Area of Wallasey, Merseyside, England

Poulton is an area of the town of Wallasey, in the Metropolitan Borough of Wirral, Merseyside, England. It is located on the Wirral Peninsula and bordered by Liscard to the north, Egremont to the north east and Seacombe to the east. The West Float (part of the former Wallasey Pool which gave the area its name), is to the south.

==History==
The name is Old English in origin and derives from pōl, meaning "pool" and tún, "a farm or settlement".

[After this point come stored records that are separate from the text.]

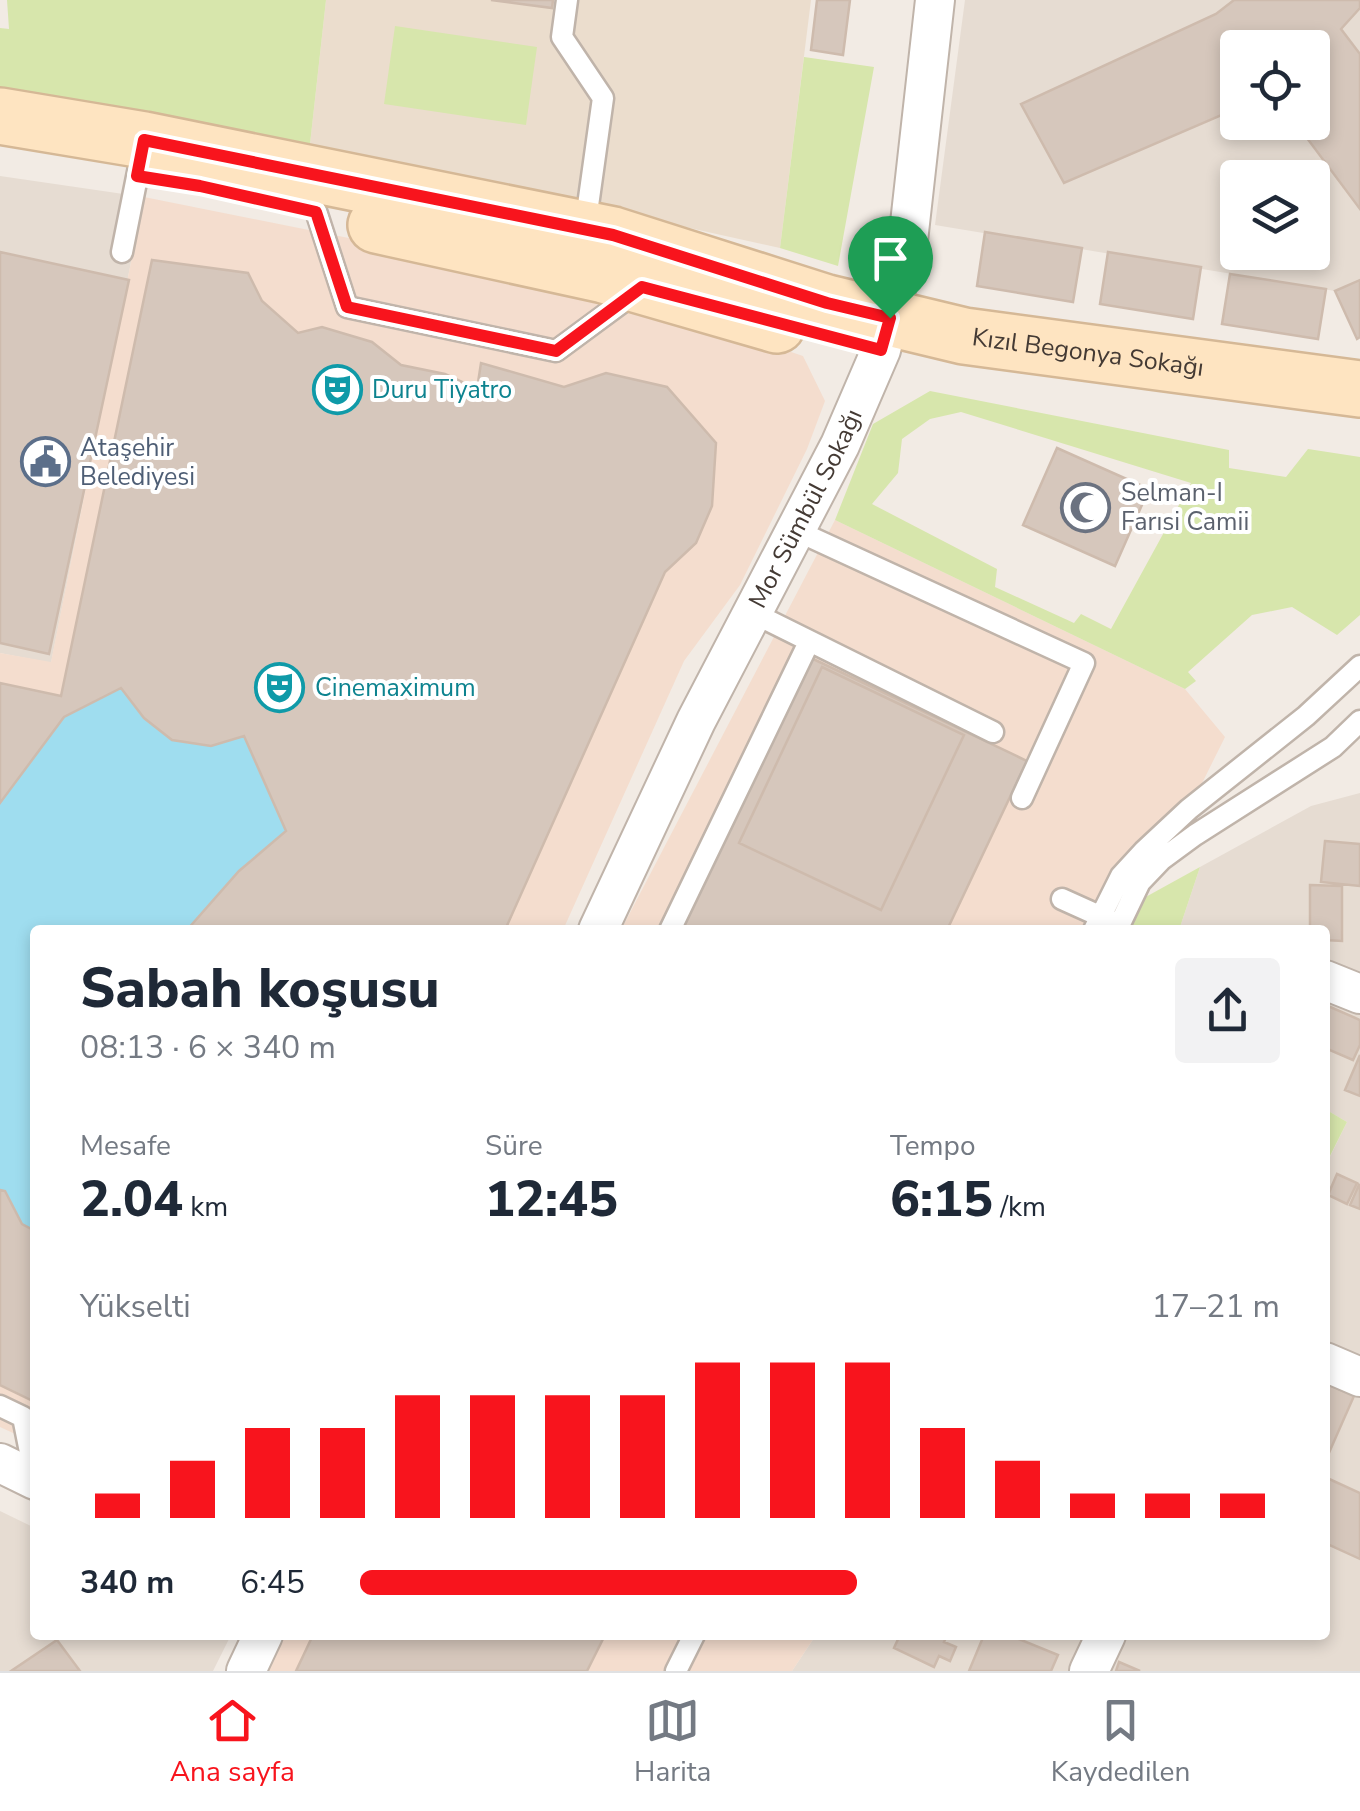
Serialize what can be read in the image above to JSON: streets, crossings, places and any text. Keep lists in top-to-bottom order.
{
  "streets": {
    "street": ["Kızıl Begonya Sokağı", "Mor Sümbül Sokağı"]
  },
  "crossings": [
    ["Kızıl Begonya Sokağı", "Mor Sümbül Sokağı"]
  ],
  "places": {
    "theatre": ["Duru Tiyatro", "Cinemaximum"],
    "public building": ["Ataşehir Belediyesi"],
    "mosque": ["Selman-I Farısi Camii"]
  },
  "page": {
    "heading": ["Sabah koşusu", "08:13 · 6 × 340 m"],
    "stats": [
      ["Mesafe", "2.04 km"],
      ["Süre", "12:45"],
      ["Tempo", "6:15 /km"]
    ],
    "chart": ["Yükselti", "17–21 m"],
    "list": [
      {
        "name": "340 m",
        "note": "6:45"
      }
    ],
    "tabs": ["Ana sayfa", "Harita", "Kaydedilen"]
  }
}
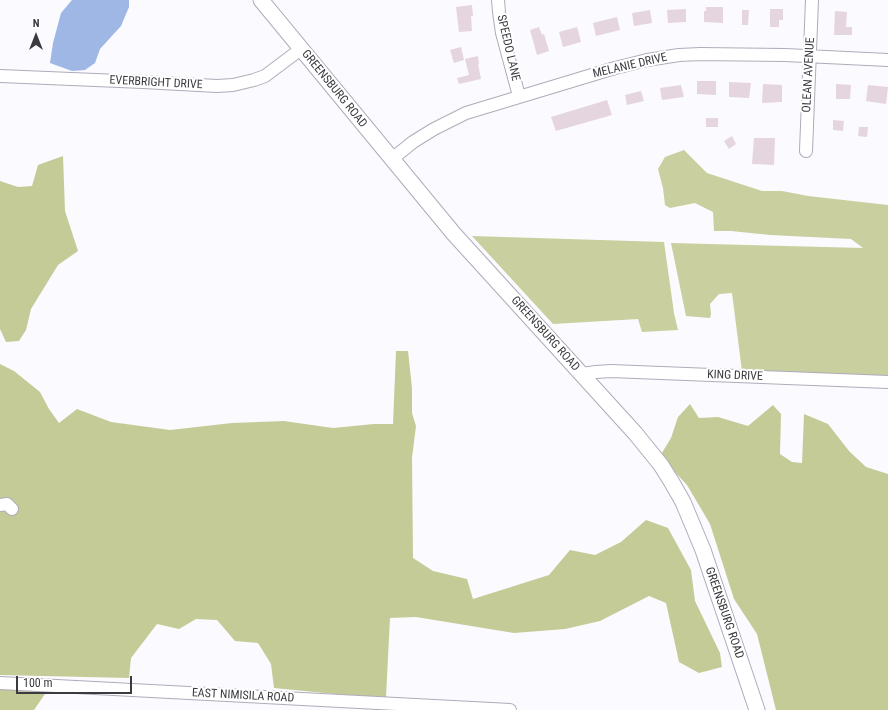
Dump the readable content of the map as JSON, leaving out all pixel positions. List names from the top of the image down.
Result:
{
  "streets": {
    "main road": ["GREENSBURG ROAD"],
    "street": [
      "SPEEDO LANE",
      "MELANIE DRIVE",
      "OLEAN AVENUE",
      "EVERBRIGHT DRIVE",
      "KING DRIVE",
      "EAST NIMISILA ROAD"
    ]
  },
  "crossings": [
    ["SPEEDO LANE", "MELANIE DRIVE"],
    ["MELANIE DRIVE", "OLEAN AVENUE"],
    ["MELANIE DRIVE", "GREENSBURG ROAD"],
    ["EVERBRIGHT DRIVE", "GREENSBURG ROAD"],
    ["GREENSBURG ROAD", "KING DRIVE"]
  ],
  "scale_bar": "100 m",
  "north": "top"
}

Originally a small fishing and farming hamlet, Poulton developed in the 19th century through the expansion of the docks and associated industries, becoming part of Poulton cum Seacombe before the two areas split. The settlement was part of the Wallasey parish of the Wirral Hundred, becoming a civil parish in 1866 and then part of the County Borough of Wallasey in 1912. The population of Poulton-cum-Seacombe was 178 in 1801, 3,044 in 1851, and 20,749 in 1901.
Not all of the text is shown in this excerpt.